• Berlin
  • John Riceburg: Terrorism, made in Germany

Berlin

John Riceburg: Terrorism, made in Germany

When you hear the words "terrorism" and "Germany" in the same sentence, what do you think of? The counterculture chic of the RAF? Or an Islamist in long robes? Modern terrorism in Germany has a much more boring look.

Image for John Riceburg: Terrorism, made in Germany
NSU explosion in Zwickau 2011. Photo by André Karwath (Wikimedia Commons)

When you hear the words “terrorism” and “Germany” in the same sentence, what do you think of? Probably the RAF, right? The Red Army Faction or the Baader-Meinhof Gang worked its way into the popular imagination by combining deadly attacks with sexy 1970s counterculture chic.

But the RAF’s last action was a while back: 1993. They haven’t been a threat for two decades. And even if the news is full of warnings about Islamic terrorism, religious fundamentalists don’t really seemed poised to take the RAF’s place in popular German imagination.

No, terrorism in today’s Germany is represented by Kim H., a 39-year-old tax inspector from Escheburg, a village in Schleswig-Holstein. He was unhappy about the idea of refugees moving into the house next door. So in February, he tried to set the house on fire. Fortunately, no one was hurt.

Kim H. is not an isolated case. Since the beginning of the year, there have been 61 cases of arson against refugees all over Germany. And it hasn’t just been empty buildings going up in flames: 40 of the houses had people living in them. It’s a miracle that no one has died.

Kim H. is one of only three people that have been caught. Is it possible that right-wing terrorists, not just simply “concerned” citizens, are behind the fires, as Spiegel International asks? “The people who are committing these acts to a large extent don’t belong to the right-wing extremist scene” said Maren Brandenburger, head of the internal secret service (Verfassungsschutz) in Lower Saxony. 
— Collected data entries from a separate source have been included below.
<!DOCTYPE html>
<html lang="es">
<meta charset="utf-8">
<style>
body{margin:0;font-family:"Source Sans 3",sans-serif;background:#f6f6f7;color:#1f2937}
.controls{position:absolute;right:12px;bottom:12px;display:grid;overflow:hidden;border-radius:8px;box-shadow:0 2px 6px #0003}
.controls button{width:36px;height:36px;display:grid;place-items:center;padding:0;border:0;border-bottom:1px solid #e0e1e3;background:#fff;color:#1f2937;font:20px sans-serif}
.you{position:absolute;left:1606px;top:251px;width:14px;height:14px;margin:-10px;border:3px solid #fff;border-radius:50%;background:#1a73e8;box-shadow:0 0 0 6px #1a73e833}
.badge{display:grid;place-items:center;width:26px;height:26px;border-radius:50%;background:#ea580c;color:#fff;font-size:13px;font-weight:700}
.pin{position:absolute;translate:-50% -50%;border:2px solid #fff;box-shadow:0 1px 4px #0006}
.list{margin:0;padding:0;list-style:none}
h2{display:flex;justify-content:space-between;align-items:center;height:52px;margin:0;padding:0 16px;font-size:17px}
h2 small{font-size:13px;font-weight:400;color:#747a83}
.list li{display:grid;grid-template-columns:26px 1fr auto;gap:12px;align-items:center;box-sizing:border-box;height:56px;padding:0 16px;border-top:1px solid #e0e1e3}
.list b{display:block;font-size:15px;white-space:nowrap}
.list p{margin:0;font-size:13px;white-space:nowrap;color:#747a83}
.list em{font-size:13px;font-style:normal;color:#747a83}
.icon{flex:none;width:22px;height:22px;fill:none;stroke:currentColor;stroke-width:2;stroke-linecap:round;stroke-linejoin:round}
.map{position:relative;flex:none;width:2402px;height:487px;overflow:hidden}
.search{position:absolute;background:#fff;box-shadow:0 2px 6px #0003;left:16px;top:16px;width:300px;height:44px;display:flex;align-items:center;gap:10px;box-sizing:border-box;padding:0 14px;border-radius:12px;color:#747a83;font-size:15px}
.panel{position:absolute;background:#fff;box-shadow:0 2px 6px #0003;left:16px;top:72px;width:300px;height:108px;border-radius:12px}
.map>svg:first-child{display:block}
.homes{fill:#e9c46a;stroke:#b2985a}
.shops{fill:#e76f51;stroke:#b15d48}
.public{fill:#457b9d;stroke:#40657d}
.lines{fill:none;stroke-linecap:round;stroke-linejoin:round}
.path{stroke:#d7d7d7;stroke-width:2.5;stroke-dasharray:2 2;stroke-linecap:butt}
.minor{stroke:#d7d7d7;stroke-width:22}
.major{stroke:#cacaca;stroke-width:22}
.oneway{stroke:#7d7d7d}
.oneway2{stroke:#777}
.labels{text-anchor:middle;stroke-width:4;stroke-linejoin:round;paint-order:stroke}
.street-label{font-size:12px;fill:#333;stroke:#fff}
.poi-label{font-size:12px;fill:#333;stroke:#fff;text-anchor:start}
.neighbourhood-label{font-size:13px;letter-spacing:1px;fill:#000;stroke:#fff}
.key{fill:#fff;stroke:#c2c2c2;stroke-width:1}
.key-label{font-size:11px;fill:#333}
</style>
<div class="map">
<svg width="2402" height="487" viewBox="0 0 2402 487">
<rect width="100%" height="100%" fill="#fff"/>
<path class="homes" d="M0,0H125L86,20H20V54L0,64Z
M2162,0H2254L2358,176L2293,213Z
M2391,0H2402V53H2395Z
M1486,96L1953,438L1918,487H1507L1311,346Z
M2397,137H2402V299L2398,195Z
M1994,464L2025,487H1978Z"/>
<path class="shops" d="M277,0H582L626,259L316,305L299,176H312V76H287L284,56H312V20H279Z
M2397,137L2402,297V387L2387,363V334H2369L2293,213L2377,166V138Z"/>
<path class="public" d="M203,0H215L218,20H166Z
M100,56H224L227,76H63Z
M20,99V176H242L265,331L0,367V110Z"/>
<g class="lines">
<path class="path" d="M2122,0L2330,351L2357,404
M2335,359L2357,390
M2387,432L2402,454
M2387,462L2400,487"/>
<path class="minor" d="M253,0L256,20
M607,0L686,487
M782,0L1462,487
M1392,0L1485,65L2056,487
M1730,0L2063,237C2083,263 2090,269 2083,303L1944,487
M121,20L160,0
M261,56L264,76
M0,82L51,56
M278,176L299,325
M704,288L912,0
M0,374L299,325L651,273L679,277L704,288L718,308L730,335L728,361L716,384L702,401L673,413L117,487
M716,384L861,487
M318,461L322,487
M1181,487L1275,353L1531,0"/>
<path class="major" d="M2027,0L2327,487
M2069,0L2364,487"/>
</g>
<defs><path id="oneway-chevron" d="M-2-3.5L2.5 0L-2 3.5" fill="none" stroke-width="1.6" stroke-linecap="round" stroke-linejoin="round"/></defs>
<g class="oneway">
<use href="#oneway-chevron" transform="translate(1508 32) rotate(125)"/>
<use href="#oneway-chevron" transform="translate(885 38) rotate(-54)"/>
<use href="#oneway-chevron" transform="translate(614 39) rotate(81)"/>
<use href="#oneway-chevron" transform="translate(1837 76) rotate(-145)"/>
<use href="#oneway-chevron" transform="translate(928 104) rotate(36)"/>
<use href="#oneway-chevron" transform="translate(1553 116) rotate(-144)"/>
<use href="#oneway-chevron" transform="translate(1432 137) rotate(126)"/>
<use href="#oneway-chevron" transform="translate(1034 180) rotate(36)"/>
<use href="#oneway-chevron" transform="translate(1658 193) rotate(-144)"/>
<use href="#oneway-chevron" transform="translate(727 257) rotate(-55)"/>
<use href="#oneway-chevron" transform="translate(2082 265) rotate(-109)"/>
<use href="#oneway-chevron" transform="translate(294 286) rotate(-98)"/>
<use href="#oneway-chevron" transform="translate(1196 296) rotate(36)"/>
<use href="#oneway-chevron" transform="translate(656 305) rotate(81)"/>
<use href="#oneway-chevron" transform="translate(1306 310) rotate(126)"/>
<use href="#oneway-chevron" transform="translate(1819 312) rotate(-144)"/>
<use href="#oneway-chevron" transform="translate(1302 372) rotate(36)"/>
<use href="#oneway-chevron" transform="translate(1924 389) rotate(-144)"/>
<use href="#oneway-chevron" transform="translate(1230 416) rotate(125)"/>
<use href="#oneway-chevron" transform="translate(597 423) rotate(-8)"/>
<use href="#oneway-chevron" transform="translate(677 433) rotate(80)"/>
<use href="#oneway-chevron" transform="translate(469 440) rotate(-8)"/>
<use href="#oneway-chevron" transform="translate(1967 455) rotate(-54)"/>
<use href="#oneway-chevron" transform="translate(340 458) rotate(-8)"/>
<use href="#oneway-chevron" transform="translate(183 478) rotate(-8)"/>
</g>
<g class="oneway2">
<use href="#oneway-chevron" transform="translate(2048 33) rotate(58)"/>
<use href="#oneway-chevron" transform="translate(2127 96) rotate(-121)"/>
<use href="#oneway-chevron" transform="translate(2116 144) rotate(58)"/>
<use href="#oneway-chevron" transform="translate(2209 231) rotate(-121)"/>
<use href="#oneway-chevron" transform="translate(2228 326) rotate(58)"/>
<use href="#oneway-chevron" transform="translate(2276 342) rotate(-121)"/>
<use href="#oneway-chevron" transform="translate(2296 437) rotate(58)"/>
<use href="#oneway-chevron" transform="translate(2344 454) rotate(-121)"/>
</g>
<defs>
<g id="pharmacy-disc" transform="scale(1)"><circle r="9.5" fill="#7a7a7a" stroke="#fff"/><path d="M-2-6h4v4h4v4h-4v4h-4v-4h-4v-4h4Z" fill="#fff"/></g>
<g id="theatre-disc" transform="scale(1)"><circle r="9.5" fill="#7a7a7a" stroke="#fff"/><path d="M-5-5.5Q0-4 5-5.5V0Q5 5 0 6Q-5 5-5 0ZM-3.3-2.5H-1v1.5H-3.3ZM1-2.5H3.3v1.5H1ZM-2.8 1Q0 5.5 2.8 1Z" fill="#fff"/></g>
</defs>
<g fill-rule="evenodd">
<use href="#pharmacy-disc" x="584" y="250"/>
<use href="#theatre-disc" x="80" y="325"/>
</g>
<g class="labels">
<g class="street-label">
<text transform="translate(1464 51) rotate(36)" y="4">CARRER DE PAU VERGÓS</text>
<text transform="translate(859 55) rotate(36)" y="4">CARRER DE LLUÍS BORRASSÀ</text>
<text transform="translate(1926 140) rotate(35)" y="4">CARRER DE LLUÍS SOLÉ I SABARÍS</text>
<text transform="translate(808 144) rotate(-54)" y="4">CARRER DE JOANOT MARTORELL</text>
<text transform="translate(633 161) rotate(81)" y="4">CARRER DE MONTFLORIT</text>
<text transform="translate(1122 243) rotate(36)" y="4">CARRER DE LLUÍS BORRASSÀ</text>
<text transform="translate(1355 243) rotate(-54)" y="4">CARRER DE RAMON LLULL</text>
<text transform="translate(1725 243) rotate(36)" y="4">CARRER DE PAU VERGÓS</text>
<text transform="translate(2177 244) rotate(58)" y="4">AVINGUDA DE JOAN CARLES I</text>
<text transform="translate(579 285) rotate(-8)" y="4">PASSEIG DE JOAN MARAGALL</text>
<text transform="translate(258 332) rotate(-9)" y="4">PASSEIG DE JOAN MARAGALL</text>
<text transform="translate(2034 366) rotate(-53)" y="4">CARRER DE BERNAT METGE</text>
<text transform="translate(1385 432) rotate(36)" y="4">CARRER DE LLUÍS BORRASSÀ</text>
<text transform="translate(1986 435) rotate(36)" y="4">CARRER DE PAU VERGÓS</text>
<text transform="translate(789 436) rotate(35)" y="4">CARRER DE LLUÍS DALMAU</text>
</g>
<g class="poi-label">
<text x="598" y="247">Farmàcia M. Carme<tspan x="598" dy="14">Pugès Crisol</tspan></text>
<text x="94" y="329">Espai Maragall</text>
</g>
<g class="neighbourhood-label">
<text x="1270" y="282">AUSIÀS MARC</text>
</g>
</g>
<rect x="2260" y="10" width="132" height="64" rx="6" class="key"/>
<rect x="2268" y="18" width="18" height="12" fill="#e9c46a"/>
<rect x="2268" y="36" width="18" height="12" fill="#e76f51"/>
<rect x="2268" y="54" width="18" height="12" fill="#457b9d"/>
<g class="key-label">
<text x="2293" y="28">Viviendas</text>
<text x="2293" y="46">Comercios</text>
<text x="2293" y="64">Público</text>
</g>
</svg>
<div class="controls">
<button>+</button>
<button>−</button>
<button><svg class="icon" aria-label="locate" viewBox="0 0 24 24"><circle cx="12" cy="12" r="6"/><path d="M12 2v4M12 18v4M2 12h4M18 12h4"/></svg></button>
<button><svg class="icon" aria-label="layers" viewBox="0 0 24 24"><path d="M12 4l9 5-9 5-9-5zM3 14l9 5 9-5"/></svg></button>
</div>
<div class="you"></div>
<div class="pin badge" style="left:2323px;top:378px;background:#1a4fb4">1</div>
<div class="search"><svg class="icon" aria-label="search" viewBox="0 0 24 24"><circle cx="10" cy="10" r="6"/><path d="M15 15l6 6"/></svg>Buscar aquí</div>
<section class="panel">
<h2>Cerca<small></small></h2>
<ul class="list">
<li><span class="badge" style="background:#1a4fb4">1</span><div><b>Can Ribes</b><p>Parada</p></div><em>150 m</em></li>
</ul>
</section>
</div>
But why is Kim H. not considered a terrorist? Because he’s a state functionary? Or just too boring? 

Using violence to create fear for political ends – what else is the definition of terrorism? If a Muslim from Esceburg had tried to set a fire in a neighbour’s house because he didn’t want Christians living next to him, would anyone have hesitated to use the t-word? But the tax inspector was never accused of terrorism. He was sentenced to probation.
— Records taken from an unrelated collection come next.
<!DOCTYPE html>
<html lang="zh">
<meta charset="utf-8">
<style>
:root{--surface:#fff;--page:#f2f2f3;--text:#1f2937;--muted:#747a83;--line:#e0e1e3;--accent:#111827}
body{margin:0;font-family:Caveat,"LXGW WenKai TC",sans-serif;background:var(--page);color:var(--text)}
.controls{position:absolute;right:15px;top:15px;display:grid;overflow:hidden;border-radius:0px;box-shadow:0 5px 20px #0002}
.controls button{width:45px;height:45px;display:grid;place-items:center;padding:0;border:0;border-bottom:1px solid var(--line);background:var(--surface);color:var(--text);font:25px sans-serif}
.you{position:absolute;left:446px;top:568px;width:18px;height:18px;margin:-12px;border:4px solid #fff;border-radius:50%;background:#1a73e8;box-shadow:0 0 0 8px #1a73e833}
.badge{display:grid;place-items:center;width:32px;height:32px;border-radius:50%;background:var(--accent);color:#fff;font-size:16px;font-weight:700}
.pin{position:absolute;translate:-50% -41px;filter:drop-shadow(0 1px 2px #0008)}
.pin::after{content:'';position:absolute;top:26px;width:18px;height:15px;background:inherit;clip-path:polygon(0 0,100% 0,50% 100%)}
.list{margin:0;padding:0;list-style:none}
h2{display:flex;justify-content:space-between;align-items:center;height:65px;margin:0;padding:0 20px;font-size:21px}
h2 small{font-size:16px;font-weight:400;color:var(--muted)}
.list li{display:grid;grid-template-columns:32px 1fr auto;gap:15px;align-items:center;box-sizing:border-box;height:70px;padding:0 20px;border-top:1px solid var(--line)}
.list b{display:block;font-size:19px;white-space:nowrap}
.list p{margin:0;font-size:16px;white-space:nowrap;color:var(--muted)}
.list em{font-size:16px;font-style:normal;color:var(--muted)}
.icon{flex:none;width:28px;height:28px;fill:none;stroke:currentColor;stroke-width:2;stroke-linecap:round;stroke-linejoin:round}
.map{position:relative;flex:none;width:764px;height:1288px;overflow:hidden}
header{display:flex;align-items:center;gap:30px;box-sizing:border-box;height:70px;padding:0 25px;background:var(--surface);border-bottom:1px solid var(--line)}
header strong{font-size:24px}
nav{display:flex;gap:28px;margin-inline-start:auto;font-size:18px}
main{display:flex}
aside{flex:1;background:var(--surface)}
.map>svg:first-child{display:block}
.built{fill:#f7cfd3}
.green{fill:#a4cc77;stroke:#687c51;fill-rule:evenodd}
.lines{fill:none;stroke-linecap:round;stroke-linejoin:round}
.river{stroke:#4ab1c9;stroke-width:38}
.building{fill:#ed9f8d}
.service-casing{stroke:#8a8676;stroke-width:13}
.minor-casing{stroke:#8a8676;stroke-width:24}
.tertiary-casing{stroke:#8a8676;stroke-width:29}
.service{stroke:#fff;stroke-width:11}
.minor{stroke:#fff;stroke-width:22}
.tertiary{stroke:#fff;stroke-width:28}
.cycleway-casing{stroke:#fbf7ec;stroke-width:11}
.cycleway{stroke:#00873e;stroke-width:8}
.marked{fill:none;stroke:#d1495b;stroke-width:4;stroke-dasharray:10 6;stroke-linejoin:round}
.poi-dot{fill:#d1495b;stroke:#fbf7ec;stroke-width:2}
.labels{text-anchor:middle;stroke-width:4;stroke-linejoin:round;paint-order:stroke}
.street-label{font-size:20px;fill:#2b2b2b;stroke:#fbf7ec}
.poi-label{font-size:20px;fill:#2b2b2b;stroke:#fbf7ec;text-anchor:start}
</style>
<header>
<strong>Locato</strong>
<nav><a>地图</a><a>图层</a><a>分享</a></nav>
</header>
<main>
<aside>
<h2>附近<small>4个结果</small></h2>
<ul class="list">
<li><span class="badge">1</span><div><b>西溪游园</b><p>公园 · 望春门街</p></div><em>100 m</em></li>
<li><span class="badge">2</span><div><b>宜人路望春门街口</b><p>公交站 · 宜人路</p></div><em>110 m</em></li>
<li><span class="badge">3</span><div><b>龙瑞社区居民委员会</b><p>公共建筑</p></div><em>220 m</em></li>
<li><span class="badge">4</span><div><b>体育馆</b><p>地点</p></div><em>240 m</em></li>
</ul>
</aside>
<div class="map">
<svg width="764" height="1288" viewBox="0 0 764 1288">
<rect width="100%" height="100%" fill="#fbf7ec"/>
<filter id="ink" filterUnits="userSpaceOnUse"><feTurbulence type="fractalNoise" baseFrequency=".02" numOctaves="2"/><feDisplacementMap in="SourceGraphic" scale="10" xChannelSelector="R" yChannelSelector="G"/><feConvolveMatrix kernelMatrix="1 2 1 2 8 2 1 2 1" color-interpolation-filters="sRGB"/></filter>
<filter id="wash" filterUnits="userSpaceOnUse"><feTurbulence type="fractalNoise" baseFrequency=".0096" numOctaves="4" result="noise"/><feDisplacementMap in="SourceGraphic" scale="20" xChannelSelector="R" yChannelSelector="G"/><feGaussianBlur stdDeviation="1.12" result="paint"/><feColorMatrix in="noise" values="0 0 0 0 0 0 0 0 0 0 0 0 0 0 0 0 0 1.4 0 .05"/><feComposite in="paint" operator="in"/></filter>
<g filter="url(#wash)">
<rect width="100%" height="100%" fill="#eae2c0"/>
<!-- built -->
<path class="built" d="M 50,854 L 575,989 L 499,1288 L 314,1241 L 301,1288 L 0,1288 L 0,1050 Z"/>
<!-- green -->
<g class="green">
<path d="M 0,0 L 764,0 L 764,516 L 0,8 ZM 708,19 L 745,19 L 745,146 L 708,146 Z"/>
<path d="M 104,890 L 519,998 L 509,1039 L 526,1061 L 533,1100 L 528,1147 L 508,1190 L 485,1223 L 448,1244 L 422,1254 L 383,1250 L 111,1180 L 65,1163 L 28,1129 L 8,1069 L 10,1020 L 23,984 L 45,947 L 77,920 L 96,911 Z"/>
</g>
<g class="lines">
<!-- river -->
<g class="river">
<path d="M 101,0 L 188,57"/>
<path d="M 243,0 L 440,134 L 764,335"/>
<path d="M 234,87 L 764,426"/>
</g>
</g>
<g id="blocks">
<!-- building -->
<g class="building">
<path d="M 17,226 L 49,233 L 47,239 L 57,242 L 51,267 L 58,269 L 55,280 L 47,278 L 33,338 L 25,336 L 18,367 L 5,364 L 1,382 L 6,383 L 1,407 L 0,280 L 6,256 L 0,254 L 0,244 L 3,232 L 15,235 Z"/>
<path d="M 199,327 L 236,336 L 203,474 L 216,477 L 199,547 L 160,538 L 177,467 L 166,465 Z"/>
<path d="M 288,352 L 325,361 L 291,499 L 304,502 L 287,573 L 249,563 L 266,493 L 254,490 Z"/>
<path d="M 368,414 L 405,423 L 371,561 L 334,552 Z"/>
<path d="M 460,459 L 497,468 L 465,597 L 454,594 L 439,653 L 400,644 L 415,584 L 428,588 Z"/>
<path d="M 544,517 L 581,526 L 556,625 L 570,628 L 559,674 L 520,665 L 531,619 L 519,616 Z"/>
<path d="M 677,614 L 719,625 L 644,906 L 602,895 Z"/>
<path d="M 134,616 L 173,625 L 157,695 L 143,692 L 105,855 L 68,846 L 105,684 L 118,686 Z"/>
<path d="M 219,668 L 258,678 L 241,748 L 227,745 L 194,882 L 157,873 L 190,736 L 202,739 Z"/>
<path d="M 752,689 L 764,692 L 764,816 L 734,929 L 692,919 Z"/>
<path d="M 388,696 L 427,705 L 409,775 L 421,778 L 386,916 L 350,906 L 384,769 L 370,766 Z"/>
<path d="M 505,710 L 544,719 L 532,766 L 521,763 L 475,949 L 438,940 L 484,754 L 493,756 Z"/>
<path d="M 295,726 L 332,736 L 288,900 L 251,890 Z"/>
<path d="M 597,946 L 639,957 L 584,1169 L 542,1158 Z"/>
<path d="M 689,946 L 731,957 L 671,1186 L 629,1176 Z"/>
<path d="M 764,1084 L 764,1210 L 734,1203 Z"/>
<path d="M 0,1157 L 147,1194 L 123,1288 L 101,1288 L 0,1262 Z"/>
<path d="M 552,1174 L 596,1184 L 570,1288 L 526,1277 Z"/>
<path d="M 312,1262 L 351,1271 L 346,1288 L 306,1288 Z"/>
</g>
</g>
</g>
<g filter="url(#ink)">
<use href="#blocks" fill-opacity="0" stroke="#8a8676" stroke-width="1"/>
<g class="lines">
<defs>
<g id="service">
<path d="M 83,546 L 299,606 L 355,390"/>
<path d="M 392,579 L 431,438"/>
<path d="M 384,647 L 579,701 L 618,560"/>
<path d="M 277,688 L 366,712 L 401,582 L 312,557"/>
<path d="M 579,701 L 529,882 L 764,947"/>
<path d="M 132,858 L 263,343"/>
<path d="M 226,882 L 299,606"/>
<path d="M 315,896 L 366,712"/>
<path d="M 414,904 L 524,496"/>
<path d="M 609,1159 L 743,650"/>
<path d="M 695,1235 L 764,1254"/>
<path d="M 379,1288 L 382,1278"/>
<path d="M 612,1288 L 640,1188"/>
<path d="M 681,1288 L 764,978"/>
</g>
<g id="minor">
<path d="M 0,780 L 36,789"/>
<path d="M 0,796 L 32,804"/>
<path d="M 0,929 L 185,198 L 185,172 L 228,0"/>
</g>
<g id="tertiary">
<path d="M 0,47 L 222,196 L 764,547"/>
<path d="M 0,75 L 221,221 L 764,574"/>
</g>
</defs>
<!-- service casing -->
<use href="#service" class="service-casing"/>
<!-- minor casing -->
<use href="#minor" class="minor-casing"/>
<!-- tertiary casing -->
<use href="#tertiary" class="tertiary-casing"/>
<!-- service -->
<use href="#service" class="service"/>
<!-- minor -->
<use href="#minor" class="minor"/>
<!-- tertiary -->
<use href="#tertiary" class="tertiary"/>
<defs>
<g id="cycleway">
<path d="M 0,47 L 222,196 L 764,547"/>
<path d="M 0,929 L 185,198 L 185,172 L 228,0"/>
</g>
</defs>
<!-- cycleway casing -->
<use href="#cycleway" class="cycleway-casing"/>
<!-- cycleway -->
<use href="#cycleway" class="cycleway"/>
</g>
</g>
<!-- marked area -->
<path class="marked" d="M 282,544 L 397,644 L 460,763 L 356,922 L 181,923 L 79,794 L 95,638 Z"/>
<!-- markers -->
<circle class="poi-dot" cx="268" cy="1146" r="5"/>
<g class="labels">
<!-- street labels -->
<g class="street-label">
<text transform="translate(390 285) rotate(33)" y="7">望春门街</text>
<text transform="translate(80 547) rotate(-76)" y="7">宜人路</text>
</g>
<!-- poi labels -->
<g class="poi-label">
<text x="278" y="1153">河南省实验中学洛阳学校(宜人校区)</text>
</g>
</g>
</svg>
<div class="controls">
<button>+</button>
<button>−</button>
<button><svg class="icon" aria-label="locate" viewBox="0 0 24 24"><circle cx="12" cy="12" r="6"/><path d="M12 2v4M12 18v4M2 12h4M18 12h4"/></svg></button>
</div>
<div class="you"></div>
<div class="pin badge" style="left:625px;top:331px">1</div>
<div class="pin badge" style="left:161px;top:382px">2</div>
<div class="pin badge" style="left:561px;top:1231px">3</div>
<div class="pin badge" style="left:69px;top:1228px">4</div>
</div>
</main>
There is no legal definition of “terrorism” – it’s always in the eye of the beholder. Nonetheless, it can be shocking how authorities turn a blind eye to the right-wing violence of Germany’s besorgte Bürger.

Germany’s head spook, Hans-Georg Maaßen, defended his agency: “Without the good work of the secret services in the last 10 years, there would have been terrorist attacks in Germany.” The problem is, of course, that there were terrorist attacks: The Nationalsozialistischer Untergrund (NSU) murdered nine immigrants and one policewoman. Did Maaßen forget? Or, as is more likely, that he automatically downgrades political violence by right-wing Germans?

What we do know is that terrorism in Germany, despite our mental associations, is seldom the product of men in the groovy bellbottom-like Islamic robes – it’s more likely to be the Spießer and Kleinbürger wearing sandals with socks who read the BILD tabloid and suffer from absurdly neurotic fears about asylum seekers. (“It won’t be safe to walk the streets at night!”)

Of course there are Islamic terrorists, and they are dangerous, but the statistics speak for themselves: ISIS hasn’t set fire to a single building in Germany. Not once. And while the police organized huge operations against suspected Jihadis in Bremen this March, they don’t seem particularly interested in real terrorists as long as they have German-sounding last names.

Is this just because they’re boring? This is the Banality of Evil.